[What the task asks] Every line of the data that contains the string "shadow" must be copied.

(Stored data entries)
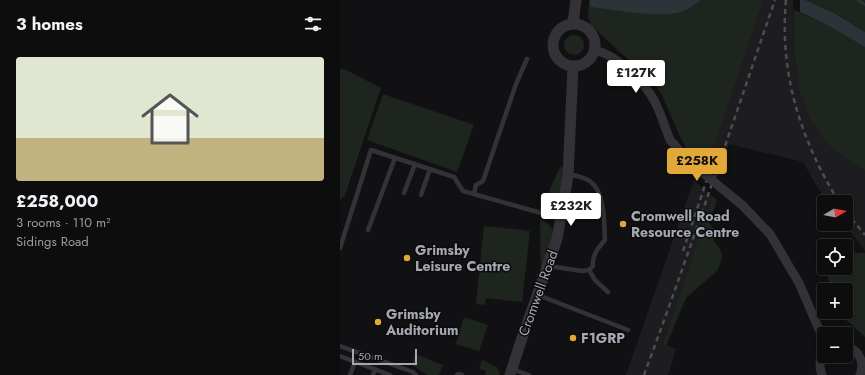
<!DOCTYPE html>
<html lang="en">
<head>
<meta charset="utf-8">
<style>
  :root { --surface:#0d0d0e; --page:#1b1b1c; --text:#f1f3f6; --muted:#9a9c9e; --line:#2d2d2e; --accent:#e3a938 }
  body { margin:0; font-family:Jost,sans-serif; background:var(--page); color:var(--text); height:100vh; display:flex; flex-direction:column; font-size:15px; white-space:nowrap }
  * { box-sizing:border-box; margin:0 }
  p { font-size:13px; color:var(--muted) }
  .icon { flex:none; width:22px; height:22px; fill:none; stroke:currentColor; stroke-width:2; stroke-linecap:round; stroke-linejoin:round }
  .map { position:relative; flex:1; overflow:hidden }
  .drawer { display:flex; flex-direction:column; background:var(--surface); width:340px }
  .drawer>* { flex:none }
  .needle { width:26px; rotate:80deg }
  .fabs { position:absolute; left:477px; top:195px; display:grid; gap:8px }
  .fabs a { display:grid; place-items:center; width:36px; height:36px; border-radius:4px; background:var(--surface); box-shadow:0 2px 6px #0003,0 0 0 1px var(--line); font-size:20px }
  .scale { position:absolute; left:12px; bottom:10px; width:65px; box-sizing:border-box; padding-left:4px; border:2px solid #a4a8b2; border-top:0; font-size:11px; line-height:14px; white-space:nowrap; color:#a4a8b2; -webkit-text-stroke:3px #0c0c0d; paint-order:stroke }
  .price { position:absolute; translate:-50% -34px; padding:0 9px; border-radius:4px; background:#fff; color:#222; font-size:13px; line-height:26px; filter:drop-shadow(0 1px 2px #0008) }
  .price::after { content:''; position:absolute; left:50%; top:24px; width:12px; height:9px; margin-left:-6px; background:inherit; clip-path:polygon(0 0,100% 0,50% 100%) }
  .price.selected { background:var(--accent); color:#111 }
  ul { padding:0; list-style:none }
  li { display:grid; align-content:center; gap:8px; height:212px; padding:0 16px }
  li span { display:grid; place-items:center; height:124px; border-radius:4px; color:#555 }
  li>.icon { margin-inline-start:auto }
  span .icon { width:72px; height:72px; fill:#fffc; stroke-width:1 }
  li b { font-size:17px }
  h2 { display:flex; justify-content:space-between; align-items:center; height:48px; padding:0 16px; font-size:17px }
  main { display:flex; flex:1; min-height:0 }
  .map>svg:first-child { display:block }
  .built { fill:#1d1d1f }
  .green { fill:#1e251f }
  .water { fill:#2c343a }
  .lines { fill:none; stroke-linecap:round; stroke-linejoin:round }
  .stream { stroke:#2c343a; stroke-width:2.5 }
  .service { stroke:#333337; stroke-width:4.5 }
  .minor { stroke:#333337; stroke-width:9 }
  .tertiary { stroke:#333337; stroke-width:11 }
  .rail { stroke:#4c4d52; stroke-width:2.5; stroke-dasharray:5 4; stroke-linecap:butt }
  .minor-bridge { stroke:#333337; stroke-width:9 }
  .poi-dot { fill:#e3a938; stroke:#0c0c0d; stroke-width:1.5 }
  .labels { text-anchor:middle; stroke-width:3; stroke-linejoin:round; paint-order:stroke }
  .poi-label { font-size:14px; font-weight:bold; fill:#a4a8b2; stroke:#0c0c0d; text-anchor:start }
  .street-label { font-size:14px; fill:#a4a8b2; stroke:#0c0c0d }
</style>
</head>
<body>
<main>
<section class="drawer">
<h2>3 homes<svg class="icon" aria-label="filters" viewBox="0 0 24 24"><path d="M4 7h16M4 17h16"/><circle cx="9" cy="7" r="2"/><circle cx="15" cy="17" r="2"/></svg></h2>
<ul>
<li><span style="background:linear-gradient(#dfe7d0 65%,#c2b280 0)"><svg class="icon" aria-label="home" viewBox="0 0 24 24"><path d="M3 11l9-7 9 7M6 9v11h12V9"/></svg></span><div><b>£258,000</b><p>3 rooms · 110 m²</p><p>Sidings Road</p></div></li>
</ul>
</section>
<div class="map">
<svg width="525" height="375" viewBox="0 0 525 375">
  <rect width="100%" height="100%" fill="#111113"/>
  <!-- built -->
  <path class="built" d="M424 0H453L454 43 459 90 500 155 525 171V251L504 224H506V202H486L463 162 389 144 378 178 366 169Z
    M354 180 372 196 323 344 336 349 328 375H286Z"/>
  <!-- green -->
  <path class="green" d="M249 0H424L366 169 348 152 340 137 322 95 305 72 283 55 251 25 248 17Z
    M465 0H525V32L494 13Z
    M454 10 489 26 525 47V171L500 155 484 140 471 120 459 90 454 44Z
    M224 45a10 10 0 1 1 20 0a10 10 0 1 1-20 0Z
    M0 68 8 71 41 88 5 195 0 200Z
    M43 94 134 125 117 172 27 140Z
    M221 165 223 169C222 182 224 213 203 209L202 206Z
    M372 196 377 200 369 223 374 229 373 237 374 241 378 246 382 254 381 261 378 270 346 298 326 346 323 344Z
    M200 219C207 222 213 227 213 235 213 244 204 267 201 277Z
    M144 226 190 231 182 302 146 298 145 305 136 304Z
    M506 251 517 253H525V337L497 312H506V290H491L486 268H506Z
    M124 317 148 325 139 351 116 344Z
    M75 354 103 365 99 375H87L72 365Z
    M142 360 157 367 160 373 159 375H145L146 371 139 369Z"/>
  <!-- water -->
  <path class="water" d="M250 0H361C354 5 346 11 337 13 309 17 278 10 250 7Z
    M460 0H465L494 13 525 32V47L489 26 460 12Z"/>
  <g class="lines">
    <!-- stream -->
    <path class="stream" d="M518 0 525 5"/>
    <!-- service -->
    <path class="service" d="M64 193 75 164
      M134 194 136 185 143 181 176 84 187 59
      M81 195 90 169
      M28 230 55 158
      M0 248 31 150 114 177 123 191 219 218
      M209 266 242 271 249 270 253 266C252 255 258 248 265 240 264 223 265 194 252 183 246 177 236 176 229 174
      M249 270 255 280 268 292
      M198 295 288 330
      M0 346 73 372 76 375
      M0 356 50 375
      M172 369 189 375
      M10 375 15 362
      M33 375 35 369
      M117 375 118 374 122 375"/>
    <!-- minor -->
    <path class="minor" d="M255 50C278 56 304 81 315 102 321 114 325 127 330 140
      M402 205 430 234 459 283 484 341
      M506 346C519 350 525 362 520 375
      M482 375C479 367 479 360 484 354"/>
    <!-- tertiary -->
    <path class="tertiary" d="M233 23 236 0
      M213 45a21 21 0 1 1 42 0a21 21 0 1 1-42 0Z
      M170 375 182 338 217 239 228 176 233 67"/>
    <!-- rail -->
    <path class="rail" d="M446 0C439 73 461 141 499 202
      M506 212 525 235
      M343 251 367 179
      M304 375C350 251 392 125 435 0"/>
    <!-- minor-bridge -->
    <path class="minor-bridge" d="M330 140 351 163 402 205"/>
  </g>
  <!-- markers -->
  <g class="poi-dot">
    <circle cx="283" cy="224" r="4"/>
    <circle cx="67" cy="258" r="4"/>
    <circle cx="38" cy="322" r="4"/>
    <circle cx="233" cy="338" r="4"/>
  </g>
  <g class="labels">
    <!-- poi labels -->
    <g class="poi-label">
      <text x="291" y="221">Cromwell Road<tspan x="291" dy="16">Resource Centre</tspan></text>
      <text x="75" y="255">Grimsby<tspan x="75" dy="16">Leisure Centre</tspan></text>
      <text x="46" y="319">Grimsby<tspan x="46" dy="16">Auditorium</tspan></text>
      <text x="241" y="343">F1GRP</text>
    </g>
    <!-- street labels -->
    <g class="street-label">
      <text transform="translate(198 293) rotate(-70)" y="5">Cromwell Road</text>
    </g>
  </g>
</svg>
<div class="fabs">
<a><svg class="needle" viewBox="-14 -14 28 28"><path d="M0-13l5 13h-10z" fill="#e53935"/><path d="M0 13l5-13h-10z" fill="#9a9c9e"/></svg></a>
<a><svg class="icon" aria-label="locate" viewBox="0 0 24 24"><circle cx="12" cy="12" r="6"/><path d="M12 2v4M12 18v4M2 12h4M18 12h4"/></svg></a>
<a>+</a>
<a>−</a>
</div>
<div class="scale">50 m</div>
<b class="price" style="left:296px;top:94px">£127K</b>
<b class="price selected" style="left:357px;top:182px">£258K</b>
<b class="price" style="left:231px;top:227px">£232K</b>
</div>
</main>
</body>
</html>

[Problem solution]
  .fabs a { display:grid; place-items:center; width:36px; height:36px; border-radius:4px; background:var(--surface); box-shadow:0 2px 6px #0003,0 0 0 1px var(--line); font-size:20px }
  .price { position:absolute; translate:-50% -34px; padding:0 9px; border-radius:4px; background:#fff; color:#222; font-size:13px; line-height:26px; filter:drop-shadow(0 1px 2px #0008) }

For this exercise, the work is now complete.